FOR %%Z IN (*.pdf) DO gswin32 -sDEVICE=jpeg -dJPEGQ=95 -dGraphicsAlphaBits=4 -dTextAlphaBits=4 -dDOINTERPOLATE -dFirstPage=1 -dLastPage=1 -sOUTPUTFILE=%%Z.jpg -dSAFER -dBATCH -dNOPAUSE %%Z
So, here the major changes are “gswin32” because I use the Windows version, and the “-dFirstPage=1 -dLastPage=1” so that the first and last page it processes is page 1. You can change the output file name too, so I changed it in such a way that it takes the original file name and adds the .jpg extension.
This is kind of a side note, because I didn’t need this for my project, but I recently downloaded some articles that for some reason had each section in a separate PDF. So, I get no credit for this one either as I got this one from Real’s How-to on Merging PDFs. I put this in here only for possible improvements of what’s presented on that site.
For the merging of PDFs in a directory, for the [merge.bat], you’re supposed to have this code:
gswin32 -dNOPAUSE -sDEVICE=pdfwrite -sOUTPUTFILE=merged.pdf -dBATCH 1.pdf
FOR %%Z IN (*.pdf) DO IF NOT %%Z==1.pdf IF NOT %%Z==merged.pdf IF NOT %%Z==merged2.pdf call merge2.bat %%Z
Maybe it’s clear to other people, but the “1.pdf” is the name of the first pdf. I found that the subsequent ones will be added in alphanumeric order. Also, if you happen not to change the code, it will throw an error and insert a blank page at the beginning.
So, some people may ask, why are you trying to convert PDF to Wiki? PDF is usually the last step in the process, so just use the original document. My response would naturally be, what if you don’t have the original document?
A Two-Step Process
Through my searching and reading on the topic, it seems there is no PDF2Wiki Converter. Every site that I have read explains converting the PDF to one of: DOC, RTF, HTML, XML first then to wiki format.
I tried a number of PDF to HTML programs, but none of them worked to my satisfaction. Most of them only converted simple formatting, such as bold and italics. Adobe has an online conversion tool. It’s better than some of the others I’ve tried as it interprets lists and such. The resulting code is rather ugly and a lot of the code would need to be stripped before using a HTML to Wiki converter. See my previous post on HTML2Wiki for a couple of tools on tidying or stripping HTML code.
I found that a much better alternative was converting the PDF to a DOC/RTF file since it’s a lot simpler and some formatting might be lost, but you won’t have a lot of needless code that might mess up your wiki page. There are a lot of online tools that provide a PDF to DOC/RTF service, however, again, they only tend to do basic formatting. Adobe Acrobat does a really good job, because it will change lists into formatted lists (instead of normal text). The major downside of course is that Acrobat is a paid program though there is a 30-day trial.

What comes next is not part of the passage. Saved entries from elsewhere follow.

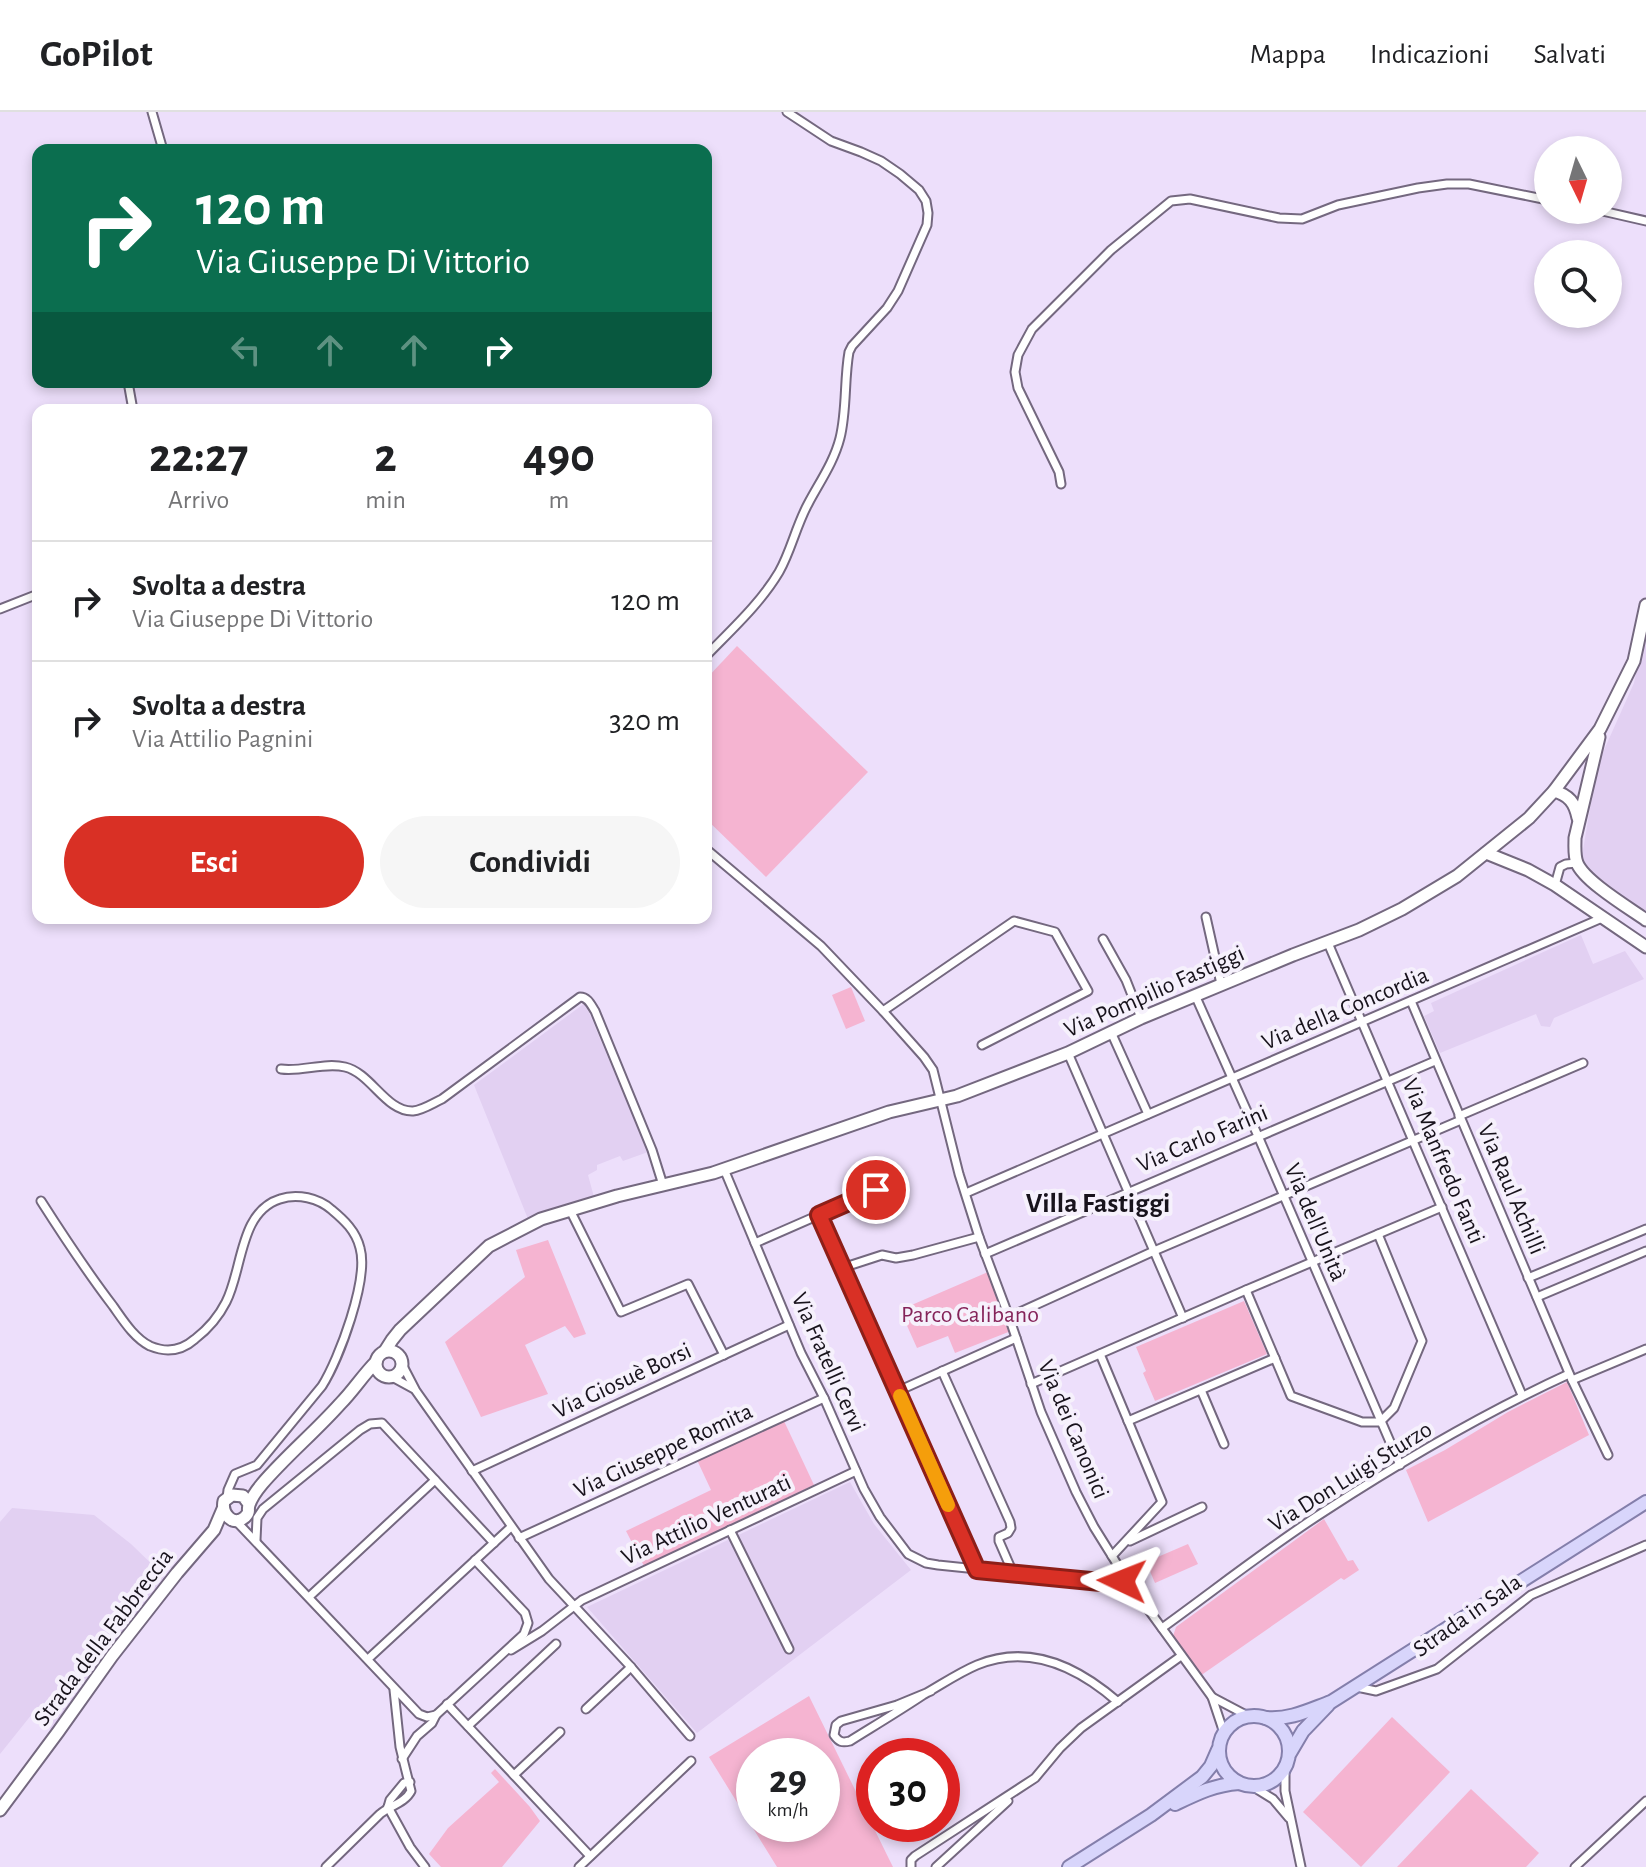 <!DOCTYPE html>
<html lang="it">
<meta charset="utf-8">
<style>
body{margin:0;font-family:"Alegreya Sans",sans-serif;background:#f6f6f6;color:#202124;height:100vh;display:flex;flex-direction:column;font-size:30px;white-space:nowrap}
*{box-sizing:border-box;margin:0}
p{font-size:26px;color:#757577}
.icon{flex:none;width:44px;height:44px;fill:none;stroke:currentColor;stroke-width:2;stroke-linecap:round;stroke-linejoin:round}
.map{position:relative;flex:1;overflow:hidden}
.side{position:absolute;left:32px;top:292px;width:680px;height:520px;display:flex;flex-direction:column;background:#fff;border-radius:16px;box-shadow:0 4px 12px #0003}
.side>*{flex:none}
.banner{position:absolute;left:32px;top:32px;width:680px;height:244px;border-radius:16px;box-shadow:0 4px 12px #0003;background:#0b6e4f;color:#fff;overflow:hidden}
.needle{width:52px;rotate:175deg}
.buttons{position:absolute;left:1534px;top:24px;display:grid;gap:16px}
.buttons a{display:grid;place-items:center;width:88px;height:88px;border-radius:50%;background:#fff;box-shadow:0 4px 12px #0003;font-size:40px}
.speed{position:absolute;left:736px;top:1626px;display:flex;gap:16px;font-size:40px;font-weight:700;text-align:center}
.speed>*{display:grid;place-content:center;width:104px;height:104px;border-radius:50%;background:#fff;box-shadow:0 4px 12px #0003;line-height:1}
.speed small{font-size:20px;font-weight:400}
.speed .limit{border:12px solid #d22;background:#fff;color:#111}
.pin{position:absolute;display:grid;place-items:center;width:68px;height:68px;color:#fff;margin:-34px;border:4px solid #fff;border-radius:50%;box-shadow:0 2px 8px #0007}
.me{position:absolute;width:88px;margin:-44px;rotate:272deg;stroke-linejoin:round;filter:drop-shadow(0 0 6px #0008)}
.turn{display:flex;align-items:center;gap:28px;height:168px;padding:0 32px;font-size:36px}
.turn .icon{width:104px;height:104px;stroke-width:2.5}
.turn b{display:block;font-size:56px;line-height:68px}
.lanes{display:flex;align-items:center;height:76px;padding:0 32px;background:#0003;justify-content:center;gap:40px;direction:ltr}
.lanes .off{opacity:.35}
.eta{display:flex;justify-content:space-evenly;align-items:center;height:136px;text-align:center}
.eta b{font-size:48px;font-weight:700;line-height:56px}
.action{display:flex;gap:16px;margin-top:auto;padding:16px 32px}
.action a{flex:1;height:92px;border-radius:48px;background:#d93025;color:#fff;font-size:32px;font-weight:700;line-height:92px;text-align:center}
.action a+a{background:#f6f6f6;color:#202124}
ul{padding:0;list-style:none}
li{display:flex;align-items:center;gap:24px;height:120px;padding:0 32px;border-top:2px solid #e0e0e0}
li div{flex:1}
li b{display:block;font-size:30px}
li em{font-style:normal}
header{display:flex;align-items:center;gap:48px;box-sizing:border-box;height:112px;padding:0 40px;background:#fff;border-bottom:2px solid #e0e0e0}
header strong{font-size:38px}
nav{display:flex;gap:44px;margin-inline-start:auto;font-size:28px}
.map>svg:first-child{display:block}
.built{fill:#e2d0f2}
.green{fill:#f5b4d1;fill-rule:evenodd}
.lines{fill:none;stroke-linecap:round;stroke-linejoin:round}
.street-casing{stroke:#74687f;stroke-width:11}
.secondary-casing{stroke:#74687f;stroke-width:15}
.primary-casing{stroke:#847fab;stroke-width:16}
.street{stroke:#fff;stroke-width:7}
.secondary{stroke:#fff;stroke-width:11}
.primary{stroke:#d8d5fb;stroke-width:12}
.route-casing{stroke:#8d1f18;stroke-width:20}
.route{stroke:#d93025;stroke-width:14}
.slow{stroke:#f59e0b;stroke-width:14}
.labels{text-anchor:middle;stroke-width:8;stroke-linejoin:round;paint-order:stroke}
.street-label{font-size:24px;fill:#18131c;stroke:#f6f1fc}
.park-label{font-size:24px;fill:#85245a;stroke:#f6f1fc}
.quarter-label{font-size:28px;font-weight:bold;fill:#18131c;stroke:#f6f1fc}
</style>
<header>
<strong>GoPilot</strong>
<nav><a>Mappa</a><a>Indicazioni</a><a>Salvati</a></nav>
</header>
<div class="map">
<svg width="1646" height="1755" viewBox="0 0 1646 1755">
<rect width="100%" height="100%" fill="#eddffb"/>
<!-- built -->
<g class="built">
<polygon points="1646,514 1646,801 1603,769 1584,752 1582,744 1596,661 1604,638 1634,571"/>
<polygon points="1581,823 1593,852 1625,839 1644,867 1554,906 1550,915 1541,914 1536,902 1440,941 1424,904 1434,899 1431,891"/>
<polygon points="585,891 648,1040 623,1049 620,1044 597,1053 597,1058 588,1063 594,1085 528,1107 474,973"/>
<polygon points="850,1370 874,1412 911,1458 697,1621 587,1495"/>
<polygon points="12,1396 94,1403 131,1432 165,1465 141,1496 52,1618 32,1602 0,1642 0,1410"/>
</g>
<!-- green -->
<g class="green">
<polygon points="737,534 868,660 766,765 706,707 706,567"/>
<polygon points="851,875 865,909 846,917 832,883"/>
<polygon points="548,1128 586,1222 574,1226 565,1214 525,1233 548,1282 481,1305 445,1230 525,1165 516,1138"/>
<polygon points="988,1160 1006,1200 1003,1205 1008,1209 1011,1219 955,1241 948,1224 917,1236 900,1198"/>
<polygon points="1244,1189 1267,1242 1155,1289 1143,1261 1146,1259 1136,1235"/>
<polygon points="1567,1270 1589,1323 1428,1410 1406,1358 1445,1338 1508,1300"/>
<polygon points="784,1309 814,1373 644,1454 626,1419 711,1378 697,1348"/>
<polygon points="1324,1407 1348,1449 1353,1448 1359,1458 1344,1468 1341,1466 1200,1564 1173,1524 1176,1515"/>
<polygon points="1188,1432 1198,1452 1155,1471 1146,1450"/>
<path d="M809 1584 889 1747 893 1755H777L709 1645ZM754 1644H822V1712H754Z"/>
<polygon points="1392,1605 1450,1660 1361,1755 1303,1700"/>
<polygon points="495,1657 530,1695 540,1709 502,1755 441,1755 429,1742 448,1716 499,1670 491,1661"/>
<polygon points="1471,1677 1539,1741 1526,1755 1397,1755"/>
</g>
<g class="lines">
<!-- street casing -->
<g class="street-casing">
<g id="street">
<polyline points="152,0 163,38"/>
<polyline points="1598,98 1646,109"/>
<polyline points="128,270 133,298"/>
<polyline points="1061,372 1059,360 1018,276 1015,260 1018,243 1032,217 1111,138 1171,89 1190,87 1279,106 1302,107 1338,93 1418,76 1447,72 1469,72 1548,88"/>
<polyline points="0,497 38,482"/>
<path d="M706 544C731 518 760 492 779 460 791 439 796 414 808 392 819 371 834 350 840 326 847 298 844 268 849 240L852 234 887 196 898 179 927 113 928 101 926 89 919 78 900 62 881 49 861 40 831 29 787 0"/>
<polyline points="706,737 821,834 883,899 924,945 933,958 959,1062 979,1125 1009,1205 1041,1300 1076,1380 1094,1415 1122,1460 1122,1469 1132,1475 1212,1585 1224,1621"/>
<polyline points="1555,773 1560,755 1566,752 1577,751"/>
<polyline points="1206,805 1221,872"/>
<polyline points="1103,827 1126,868 1141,906"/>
<polyline points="1328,831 1522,1283"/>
<polyline points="1195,883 1258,1024 1400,1353"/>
<polyline points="1411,889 1572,1268 1608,1343"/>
<polyline points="883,899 1014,809 1055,820 1088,879 982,933"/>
<polyline points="1111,920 1148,1002"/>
<polyline points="1068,941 1183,1206"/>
<path d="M281 957C302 960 324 950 345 955 371 961 386 1000 413 999 423 998 433 991 442 987L580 885C588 885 591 893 595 899L652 1038 663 1073"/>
<polyline points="1459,1004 1583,951"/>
<polyline points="724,1057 801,1241 824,1286 864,1377 880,1405 908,1442 926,1451 938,1453 1111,1471 1122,1469"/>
<polyline points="966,1081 1602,806"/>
<path d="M41 1089C64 1125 87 1160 113 1194 123 1208 134 1226 150 1234 155 1236 162 1238 168 1238 178 1238 187 1234 195 1227 208 1217 219 1204 226 1190 243 1157 239 1100 280 1087 297 1081 319 1086 332 1098 344 1108 356 1119 360 1136 369 1167 339 1247 322 1274L257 1353 235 1362 228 1378 227 1386"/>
<polyline points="570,1098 621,1200 688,1172 724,1243"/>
<polyline points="819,1103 977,1458"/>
<polyline points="755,1131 876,1078"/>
<polyline points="985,1142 1435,949"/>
<polyline points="842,1156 882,1143 896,1146 913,1143 979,1125"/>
<polyline points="1528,1166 1646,1117"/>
<polyline points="1246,1178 1291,1284 1362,1310 1380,1310 1394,1296 1422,1229 1378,1122"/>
<polyline points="1537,1185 1646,1139"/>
<polyline points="1009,1205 1154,1139 1461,1008"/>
<polyline points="1100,1242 1162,1390 1112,1444"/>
<polyline points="403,1254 416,1279 549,1467 631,1555 690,1624"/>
<polyline points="942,1259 1010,1410 1011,1416 1008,1421 999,1425 999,1429 1013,1461"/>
<polyline points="392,1265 414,1277"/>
<polyline points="1572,1268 1646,1237"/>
<polyline points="1031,1272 1246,1178 1442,1095"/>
<polyline points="1201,1278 1224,1332"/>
<polyline points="898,1279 1016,1226"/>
<polyline points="1128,1309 1275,1246"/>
<polyline points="472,1359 789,1213"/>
<polyline points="236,1409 419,1602 427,1605 436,1603 524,1522 528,1511 525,1501 475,1448"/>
<polyline points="730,1418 789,1537"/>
<polyline points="519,1426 824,1286"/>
<polyline points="256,1428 257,1406 263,1397 360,1318 370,1312 382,1311 494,1431"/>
<polyline points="1130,1429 1202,1395"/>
<polyline points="310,1484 435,1368"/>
<path d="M1162 1516C1216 1477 1269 1435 1325 1399 1402 1349 1486 1300 1569 1262"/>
<polyline points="511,1538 542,1519 582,1488 856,1359"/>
<polyline points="368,1547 511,1415"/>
<polyline points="1357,1575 1376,1579 1437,1557 1531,1483 1646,1433"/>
<path d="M931 1579 897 1593 841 1609 836 1613 834 1623C839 1630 842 1631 850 1629 874 1614 899 1599 923 1583 941 1573 958 1561 977 1553 1030 1531 1078 1555 1118 1590"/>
<polyline points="1212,1585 1248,1604"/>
<polyline points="447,1592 590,1744"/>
<polyline points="586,1597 631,1555"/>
<polyline points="468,1614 556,1532"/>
<polyline points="402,1647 417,1624 432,1611 436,1603"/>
<polyline points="1285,1656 1285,1679 1301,1755"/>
<polyline points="514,1663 560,1620"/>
<polyline points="1252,1674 1273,1687 1289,1706"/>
<polyline points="388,1695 410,1735 425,1755"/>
<polyline points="388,1695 390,1688 404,1671 410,1670"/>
<path d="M326 1755 380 1702C389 1694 405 1691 411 1679L400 1635 394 1578"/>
<polyline points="579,1755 691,1649"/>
<polyline points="911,1755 911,1748 915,1744 1035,1666 1060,1636 1081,1616 1181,1544"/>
<polyline points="936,1755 1008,1689"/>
<polyline points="1575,1755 1646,1689"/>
</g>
</g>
<!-- secondary casing -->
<g class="secondary-casing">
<g id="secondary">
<path d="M1599 625 1575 726C1575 735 1574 743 1577 751 1584 769 1629 796 1646 808"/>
<path d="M1554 679C1569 683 1575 691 1578 706"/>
<polyline points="1486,741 1528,758 1555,773 1646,835"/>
<circle cx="389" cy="1252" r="13"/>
<polyline points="385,1239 392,1228 400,1218 489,1134 541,1107 617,1084 713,1061 889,1000 957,984 1068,941 1141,906 1293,843 1359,818 1402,797 1457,764 1529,706 1554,679 1600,617 1634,549 1646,493"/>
<path d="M249 1392 243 1384 232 1383 224 1389C221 1401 233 1416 245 1405 251 1399 247 1400 249 1393 251 1387 257 1378 262 1372 286 1344 315 1320 340 1292 353 1279 363 1263 376 1250"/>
<polyline points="0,1698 58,1620 112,1544 177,1461 214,1418 223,1397"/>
</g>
</g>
<!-- primary casing -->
<g class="primary-casing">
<g id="primary">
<circle cx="1254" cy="1639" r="35"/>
<path d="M1266 1606C1290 1608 1309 1598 1331 1590L1646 1390"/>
<polyline points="1290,1641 1303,1619 1328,1593"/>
<path d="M1175 1692C1198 1681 1214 1673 1239 1671"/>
<polyline points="1069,1755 1151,1703 1202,1665 1211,1654 1218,1638"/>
</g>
</g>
<!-- street -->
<use href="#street" class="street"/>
<!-- secondary -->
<use href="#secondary" class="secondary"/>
<!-- primary -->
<use href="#primary" class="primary"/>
</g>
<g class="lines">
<!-- route casing -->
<g class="route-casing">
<polyline id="route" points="876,1078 819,1103 977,1458 1111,1471 1122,1469"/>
</g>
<!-- route -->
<use href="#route" class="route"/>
<!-- slow -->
<polyline class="slow" points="900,1284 948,1393"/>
</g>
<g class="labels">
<!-- street labels -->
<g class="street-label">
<text transform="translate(1154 879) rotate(-24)" y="8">Via Pompilio Fastiggi</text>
<text transform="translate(1345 896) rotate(-23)" y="8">Via della Concordia</text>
<text transform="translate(1202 1026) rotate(-23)" y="8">Via Carlo Farini</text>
<text transform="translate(1444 1049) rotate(67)" y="8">Via Manfredo Fanti</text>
<text transform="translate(1512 1077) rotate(67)" y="8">Via Raul Achilli</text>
<text transform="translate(1316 1110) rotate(67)" y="8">Via dell'Unità</text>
<text transform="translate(829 1250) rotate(66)" y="8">Via Fratelli Cervi</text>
<text transform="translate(622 1268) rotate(-25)" y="8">Via Giosuè Borsi</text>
<text transform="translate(1074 1317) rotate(67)" y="8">Via dei Canonici</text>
<text transform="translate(663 1338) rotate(-25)" y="8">Via Giuseppe Romita</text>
<text transform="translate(1350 1364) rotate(-32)" y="8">Via Don Luigi Sturzo</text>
<text transform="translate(706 1407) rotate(-25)" y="8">Via Attilio Venturati</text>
<text transform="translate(1467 1503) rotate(-35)" y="8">Strada in Sala</text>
<text transform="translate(103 1525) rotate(-53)" y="8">Strada della Fabbreccia</text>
</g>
<!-- park labels -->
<g class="park-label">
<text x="970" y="1210">Parco Calibano</text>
</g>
<!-- quarter labels -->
<g class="quarter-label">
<text x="1098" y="1100">Villa Fastiggi</text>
</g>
</g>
</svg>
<div class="buttons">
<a><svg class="needle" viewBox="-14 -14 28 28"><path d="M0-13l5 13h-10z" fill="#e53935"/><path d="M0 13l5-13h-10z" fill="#757577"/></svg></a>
<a><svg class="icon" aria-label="search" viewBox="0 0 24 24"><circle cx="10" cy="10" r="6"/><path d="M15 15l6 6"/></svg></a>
</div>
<div class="speed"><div>29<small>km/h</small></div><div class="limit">30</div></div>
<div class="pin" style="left:876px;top:1078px;background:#d93025"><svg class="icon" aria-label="arrive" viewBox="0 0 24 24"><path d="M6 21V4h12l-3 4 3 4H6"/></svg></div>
<svg class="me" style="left:1122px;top:1469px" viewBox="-20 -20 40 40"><path d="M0-17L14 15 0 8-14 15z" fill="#d93025" stroke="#fff" stroke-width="4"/></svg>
<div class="banner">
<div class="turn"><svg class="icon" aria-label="right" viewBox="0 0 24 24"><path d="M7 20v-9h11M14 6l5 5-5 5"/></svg><div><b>120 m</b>Via Giuseppe Di Vittorio</div></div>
<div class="lanes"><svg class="icon off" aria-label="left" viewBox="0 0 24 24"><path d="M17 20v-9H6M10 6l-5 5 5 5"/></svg><svg class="icon off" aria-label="ahead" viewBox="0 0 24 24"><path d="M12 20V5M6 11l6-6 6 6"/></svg><svg class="icon off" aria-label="ahead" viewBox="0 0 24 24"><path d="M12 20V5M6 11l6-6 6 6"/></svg><svg class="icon" aria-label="right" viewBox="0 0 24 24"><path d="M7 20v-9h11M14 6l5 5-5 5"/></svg></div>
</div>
<section class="side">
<div class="eta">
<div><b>22:27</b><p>Arrivo</p></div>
<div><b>2</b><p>min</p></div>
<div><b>490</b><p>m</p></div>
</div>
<ul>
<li><svg class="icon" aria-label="right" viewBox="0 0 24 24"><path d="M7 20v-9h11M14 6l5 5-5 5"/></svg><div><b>Svolta a destra</b><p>Via Giuseppe Di Vittorio</p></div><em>120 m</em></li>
<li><svg class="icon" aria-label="right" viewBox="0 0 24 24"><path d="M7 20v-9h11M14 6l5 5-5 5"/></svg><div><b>Svolta a destra</b><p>Via Attilio Pagnini</p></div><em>320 m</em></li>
</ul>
<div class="action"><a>Esci</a><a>Condividi</a></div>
</section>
</div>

I had a lot of problems in particular with PDF to HTML, so I thought PDF to DOC/RTF is simply. Honestly though, unless you have a PDF file which is really long and has a lot of simple formatting (bold, italics, etc.), if you cannot get your hands on Acrobat, then I suggest simply copy/paste (or alternatively save as a text file) and manually formatting it in the wiki’s editing box. Of course this depends on the wiki you’re using because ones that don’t have a toolbar to help you quickly format might be a bit of a pain. Someone please let me know if you have found a better method!